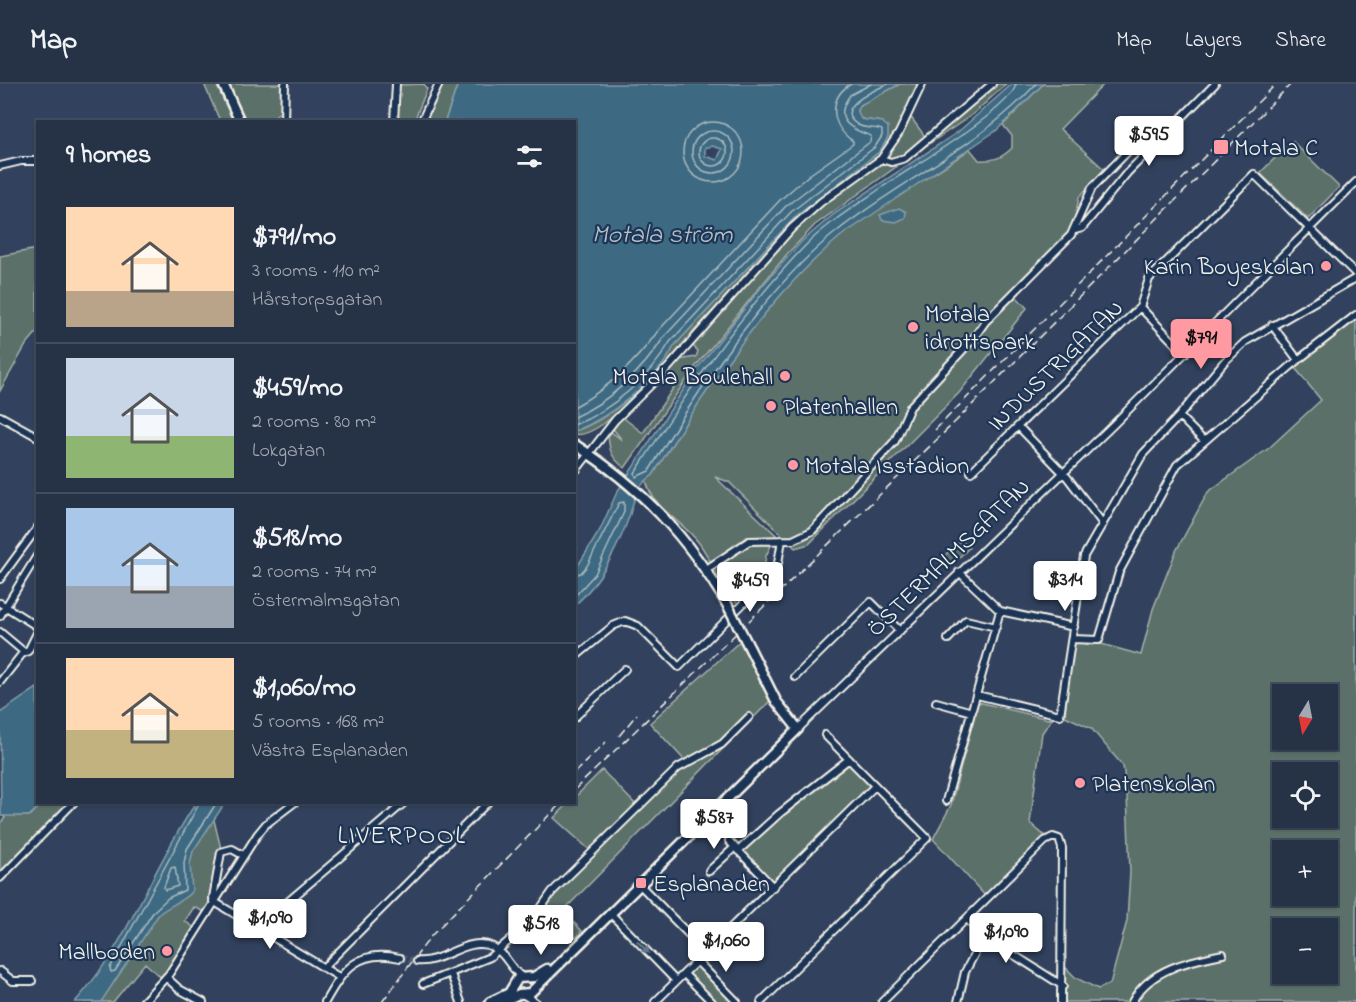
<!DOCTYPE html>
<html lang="en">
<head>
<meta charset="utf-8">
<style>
	:root { --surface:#263246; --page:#2e3a4d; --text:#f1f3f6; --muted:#a4aab3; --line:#424d5f; --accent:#ff9aa2 }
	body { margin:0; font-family:"Indie Flower",sans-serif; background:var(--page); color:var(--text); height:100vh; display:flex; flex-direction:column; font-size:22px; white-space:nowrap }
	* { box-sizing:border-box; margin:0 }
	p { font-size:20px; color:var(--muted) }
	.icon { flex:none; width:33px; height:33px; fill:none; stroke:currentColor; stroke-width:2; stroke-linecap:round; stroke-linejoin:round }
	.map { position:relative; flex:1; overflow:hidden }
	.sheet { position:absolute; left:36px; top:36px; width:540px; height:684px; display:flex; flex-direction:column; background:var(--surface); border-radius:0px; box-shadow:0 2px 4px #0004,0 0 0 2px var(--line) }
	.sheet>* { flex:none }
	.needle { width:39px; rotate:190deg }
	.tools { position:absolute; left:1272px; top:600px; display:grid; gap:12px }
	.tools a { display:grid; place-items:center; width:66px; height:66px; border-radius:0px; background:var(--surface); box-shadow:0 2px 4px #0004,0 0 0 2px var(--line); font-size:30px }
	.price { position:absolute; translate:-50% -51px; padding:0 14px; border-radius:6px; background:#fff; color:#222; font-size:20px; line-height:39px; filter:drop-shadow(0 2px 3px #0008) }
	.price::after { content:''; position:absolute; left:50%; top:36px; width:18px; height:14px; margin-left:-9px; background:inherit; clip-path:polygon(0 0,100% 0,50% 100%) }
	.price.current { background:var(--accent); color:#111 }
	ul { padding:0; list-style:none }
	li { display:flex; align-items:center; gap:18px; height:150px; padding:0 30px }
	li+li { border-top:2px solid var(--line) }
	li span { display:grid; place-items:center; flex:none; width:168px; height:120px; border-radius:0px; color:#555 }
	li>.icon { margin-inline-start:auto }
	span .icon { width:72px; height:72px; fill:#fffc; stroke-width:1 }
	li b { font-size:26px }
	h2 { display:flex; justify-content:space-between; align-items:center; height:72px; padding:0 30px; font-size:26px }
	header { display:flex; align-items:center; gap:36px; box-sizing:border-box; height:84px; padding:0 30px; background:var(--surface); border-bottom:2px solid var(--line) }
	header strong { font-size:28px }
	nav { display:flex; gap:33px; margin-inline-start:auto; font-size:21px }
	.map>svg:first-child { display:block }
</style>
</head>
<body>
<header>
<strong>Map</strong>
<nav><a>Map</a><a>Layers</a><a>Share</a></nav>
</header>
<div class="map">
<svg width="1356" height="918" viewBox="0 0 1356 918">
	<rect width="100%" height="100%" fill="#32425e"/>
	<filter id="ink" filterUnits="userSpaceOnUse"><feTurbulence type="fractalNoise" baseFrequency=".0167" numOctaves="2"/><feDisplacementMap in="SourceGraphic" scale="12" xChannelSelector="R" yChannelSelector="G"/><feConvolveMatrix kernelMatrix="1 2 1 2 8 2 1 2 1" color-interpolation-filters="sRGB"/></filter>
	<g filter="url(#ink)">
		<path fill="#5b6f6a" stroke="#a8b0a9" stroke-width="1.5" fill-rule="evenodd" d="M204,0H216L233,37H220Z
			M229,0H282L281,27L276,31V37H246Z
			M424,0L427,5L414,37L397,38L398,1Z
			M439,0H458L445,37L421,38Z
			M900,0H919L895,50L878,73L794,138L685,257C679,263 676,270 672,276C659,293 595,357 575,350V347C609,335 658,295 674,262L796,132L822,109L882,38L861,35L857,30L860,21Z
			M994,0H1006L972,31L911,72Z
			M1043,0H1104L1060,45L1105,86L1079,113L1071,155L1013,209L1027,224L959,309L809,460L795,464L729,398L715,393L776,451L766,472L764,485L736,518C719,501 713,478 699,459C682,436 652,425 646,396L653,391C700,314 757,228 824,166C867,125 923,100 970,65L979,76C994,77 1002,74 1012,64V52L1003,41Z
			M910,32L926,54L905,72L892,77L888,72Z
			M1292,57L1339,103L1308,135L1260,89Z
			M886,79L896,83L815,141L787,170L696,282L625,384C611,374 609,366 608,350L610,347L622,356L613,345L621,332L643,349L674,303L662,292L678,276L696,273L698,267L692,261L807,133L879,80Z
			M37,165V248L26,261L0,307V172Z
			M1356,229V918H1060L1063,881L1076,894L1098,905L1110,900L1127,837L1130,788L1127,711L1123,682L1091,644L1065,632L1072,557L1092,561L1098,559L1141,571L1153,525L1176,467L1208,408L1269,364L1321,316L1292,280ZM1282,610H1328V656H1282ZM1282,688H1328V734H1282ZM1282,766H1328V812H1282ZM1282,844H1328V890H1282Z
			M961,456L969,464L950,482L942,474Z
			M741,556L770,617L563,827L582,847L576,854L542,823L550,809L593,769L554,734L569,719L574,718L575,713L602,686L638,723L688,680L650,639Z
			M978,618L1048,635L1053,633L1042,649L1030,739L1047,754L988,815L933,755L951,721Z
			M846,676L877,703L772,805L737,768Z
			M43,719H73L0,794V739L5,734L2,731L29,732Z
			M201,726L214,736L221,765C211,785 217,810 206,829L194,823L185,837L196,845L164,896L145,879L113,918H84Z
			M696,879L735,918H709L683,892Z"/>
		<path fill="#3d6982" stroke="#869fab" stroke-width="1.5" fill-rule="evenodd" d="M458,0H900L860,21L857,25L861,35L882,38L888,43V53L880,67L796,132L674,262C658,296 609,334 575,347L574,38L445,37ZM712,62L722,65L717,76L705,72V64Z
			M1012,0H1043L997,46L841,152C768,212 702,310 653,391C637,402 635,412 630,430C619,462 600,499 575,521L574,488L600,446L617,408L696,286L763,201L801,158L834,130L958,48Z
			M899,124L906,128L905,134L896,138L882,136L880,131Z
			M37,604L38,718L43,719L29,732H1L0,629Z
			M196,719H225L193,767L190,780L192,807C183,818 169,821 159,830L101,918H75C129,859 152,783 196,719Z"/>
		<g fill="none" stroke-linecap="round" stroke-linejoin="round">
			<path stroke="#abbbbf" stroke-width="1.5" d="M1016,0C1013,24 907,86 884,102C857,121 827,139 804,163C739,231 686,310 635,389L636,393L649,387C696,309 765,204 836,148C901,96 979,63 1036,0
				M683 68a30 30 0 1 1 60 0a30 30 0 1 1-60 0Z
				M692 68a21 21 0 1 1 42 0a21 21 0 1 1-42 0Z
				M699 68a14 14 0 1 1 28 0a14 14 0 1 1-28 0Z
				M574,323C609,304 635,279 658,247L780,116L809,91L853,60V57C831,43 827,14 851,0
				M574,333C611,317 643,286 664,253L786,122L870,58L871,52C850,45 832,36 850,11L871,0
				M574,341C611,327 651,292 670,258L791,128L875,63L882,52V46C875,43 865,45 858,41C830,24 877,5 888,0
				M574,491L581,489L587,482L619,419L624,418V428L595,490L574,513
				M200,718L110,884L111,888L115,887L154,827L168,814L185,806L184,779L187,765L217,718
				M175,783L178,802L165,806L164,803L171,784Z"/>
			<path stroke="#4f5c73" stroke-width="6" stroke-dasharray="6 3" stroke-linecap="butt" d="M400,874L417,877"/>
			<defs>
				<path id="minor" d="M284,38L285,0
					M394,38L396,0
					M421,38L439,0
					M881,75L891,78L905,74L992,0
					M0,82L21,77H38
					M1075,146L1082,144L1127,89L1215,0
					M1140,223L1185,270
					M1272,241L1298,276
					M0,332L38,353
					M1179,332L1204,357
					M1018,342L1067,393L1103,440
					M971,388L1140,223L1149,195L1254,90L1356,190
					M574,389L615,336L668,284L792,144L821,118L881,75L899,49L922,0
					M705,486L749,457L793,456L812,447L895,357L910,323L973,255L985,238L1071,151L1092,104L1134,61
					M0,495L38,443
					M0,519L38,543
					M1000,527L1074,543
					M0,532L38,470
					M0,548L24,568
					M948,555L966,536L996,543
					M1072,555L1099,556L1119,488L1177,381L1298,276L1356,231
					M574,574L613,542L625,537L638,542L679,583L767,496L778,479L782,456
					M795,593L871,518L900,547
					M0,598L22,570L28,567L38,547
					M977,611L1060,631L1084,472L1143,370L1179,332L1224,278L1245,258L1356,194
					M936,618L972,628
					M574,634L625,585
					M798,645L1113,341L1356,98
					M946,717L1000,527L959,488
					M729,757L773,803
					M738,767L779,730L849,675
					M709,787L735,763
					M0,794L74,718
					M639,800L706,868
					M213,814L221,768L232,765L243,771
					M213,817L339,893
					M610,829L676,897
					M967,835L984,852L1063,902
					M257,844L405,718
					M417,877C443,880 467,851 493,863C505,868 510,885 522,893
					M697,877L737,918
					M323,884L488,718
					M0,887L13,897H32
					M451,890L461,918
					M684,890L712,918
					M166,893L179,905L203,918
					M423,900L490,873L532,837L552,808L678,684L722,660L749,633
					M524,911L535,918
					M143,918L169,890L257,751L266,740L295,718
					M325,918C343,886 358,864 400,874
					M655,918L875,702
					M761,918L927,754L825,651
					M882,918L1045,757L1053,753L1059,755L1062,764L1061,918
					M958,918L965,888L984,852
					M1132,918C1149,885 1189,877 1223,870"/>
				<path id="major" d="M223,0L240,38
					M574,360C642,404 688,453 728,522
					M490,918L509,909L518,894L534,893L547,885
					M502,918L519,910L530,909L798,645L776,617L750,565"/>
			</defs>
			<use href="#minor" stroke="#f4f1e8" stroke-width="10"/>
			<use href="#major" stroke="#f4f1e8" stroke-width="13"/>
			<use href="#minor" stroke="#1d3557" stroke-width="6"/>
			<use href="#major" stroke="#1d3557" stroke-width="8"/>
			<path stroke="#f4f1e8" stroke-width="1.5" stroke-dasharray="9 4.5" stroke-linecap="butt" d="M935,346L1276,0
				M619,652L637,630
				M574,689L606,658
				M574,706L955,338L1291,0
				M382,918L432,851L562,718"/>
			<defs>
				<path id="major-bridge" d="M728,522L750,565"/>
			</defs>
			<use href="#major-bridge" stroke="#f4f1e8" stroke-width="13" stroke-linecap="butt"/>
			<use href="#major-bridge" stroke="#1d3557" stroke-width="8"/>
		</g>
		<defs><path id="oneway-solid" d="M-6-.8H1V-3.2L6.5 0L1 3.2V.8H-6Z" transform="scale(1.5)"/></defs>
		<use fill="#68778a" href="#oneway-solid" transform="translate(643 863) rotate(45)"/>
	</g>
	<g fill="#ff9aa2" stroke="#1d3557" stroke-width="2">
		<rect x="1213" y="55" width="16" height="16" rx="3"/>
		<circle cx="1326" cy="182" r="6"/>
		<circle cx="913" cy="243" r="6"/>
		<circle cx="785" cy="292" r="6"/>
		<circle cx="771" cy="322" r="6"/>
		<circle cx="793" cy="381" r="6"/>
		<circle cx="1080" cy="699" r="6"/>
		<rect x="635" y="793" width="12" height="12" rx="3"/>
		<circle cx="167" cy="867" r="6"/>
	</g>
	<g text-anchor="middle" stroke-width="4.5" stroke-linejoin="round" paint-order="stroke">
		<g font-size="24" fill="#f4f1e8" stroke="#1d3557" text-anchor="start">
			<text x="1234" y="71">Motala C</text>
			<text x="1314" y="190" text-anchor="end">Karin Boyeskolan</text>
			<text x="925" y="237">Motala<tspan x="925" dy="28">idrottspark</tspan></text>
			<text x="773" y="300" text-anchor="end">Motala Boulehall</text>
			<text x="783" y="330">Platenhallen</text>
			<text x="805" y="389">Motala Isstadion</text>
			<text x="1092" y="707">Platenskolan</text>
			<text x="653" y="807">Esplanaden</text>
			<text x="155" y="875" text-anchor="end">Mallboden</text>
		</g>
		<g font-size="24" fill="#f4f1e8" stroke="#1d3557">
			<text transform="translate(1055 281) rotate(-44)" y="8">INDUSTRIGATAN</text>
			<text transform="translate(948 473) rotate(-44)" y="8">ÖSTERMALMSGATAN</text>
		</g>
		<g font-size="26" font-style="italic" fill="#b4c1c4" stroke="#1d3557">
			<text x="662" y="158">Motala ström</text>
		</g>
		<g font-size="26" letter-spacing="1.5" fill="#f4f1e8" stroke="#1d3557">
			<text x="402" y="759">LIVERPOOL</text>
		</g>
	</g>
</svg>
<div class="tools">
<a><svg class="needle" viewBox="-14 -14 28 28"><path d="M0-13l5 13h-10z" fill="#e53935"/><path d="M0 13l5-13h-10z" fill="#a4aab3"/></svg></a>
<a><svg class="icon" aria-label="locate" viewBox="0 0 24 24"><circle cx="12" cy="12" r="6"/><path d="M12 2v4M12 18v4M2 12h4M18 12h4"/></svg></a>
<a>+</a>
<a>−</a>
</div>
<b class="price" style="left:1149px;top:83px">$595</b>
<b class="price current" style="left:1201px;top:286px">$791</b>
<b class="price" style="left:1065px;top:528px">$314</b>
<b class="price" style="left:750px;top:529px">$459</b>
<b class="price" style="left:714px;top:766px">$587</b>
<b class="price" style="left:270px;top:866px">$1,090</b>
<b class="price" style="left:541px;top:872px">$518</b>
<b class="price" style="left:1006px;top:880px">$1,090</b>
<b class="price" style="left:726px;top:889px">$1,060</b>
<section class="sheet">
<h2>9 homes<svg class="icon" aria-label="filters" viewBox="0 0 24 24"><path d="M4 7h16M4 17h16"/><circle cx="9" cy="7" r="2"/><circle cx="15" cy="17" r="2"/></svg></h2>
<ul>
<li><span style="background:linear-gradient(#ffd9b3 70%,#b9a48a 0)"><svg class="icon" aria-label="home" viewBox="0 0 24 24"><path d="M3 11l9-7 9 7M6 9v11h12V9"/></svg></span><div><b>$791/mo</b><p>3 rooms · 110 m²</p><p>Hårstorpsgatan</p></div></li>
<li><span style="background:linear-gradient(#c9d6e8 65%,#8fb573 0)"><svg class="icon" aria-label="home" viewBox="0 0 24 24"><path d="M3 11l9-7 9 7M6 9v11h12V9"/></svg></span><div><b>$459/mo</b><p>2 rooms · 80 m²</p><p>Lokgatan</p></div></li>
<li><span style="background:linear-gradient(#a9c7e8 65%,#9aa5b1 0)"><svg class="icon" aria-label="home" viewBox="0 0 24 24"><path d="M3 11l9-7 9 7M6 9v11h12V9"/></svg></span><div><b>$518/mo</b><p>2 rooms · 74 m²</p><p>Östermalmsgatan</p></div></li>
<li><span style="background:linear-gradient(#ffd9b3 60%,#c2b280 0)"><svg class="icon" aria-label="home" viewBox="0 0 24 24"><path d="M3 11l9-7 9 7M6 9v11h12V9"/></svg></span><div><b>$1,060/mo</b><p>5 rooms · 168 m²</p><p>Västra Esplanaden</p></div></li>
</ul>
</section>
</div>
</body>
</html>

THE TASK ▸ The answer should be only a number: the count of lines in the listing above that contain the word "position".

RESULT BELOW ▸ 5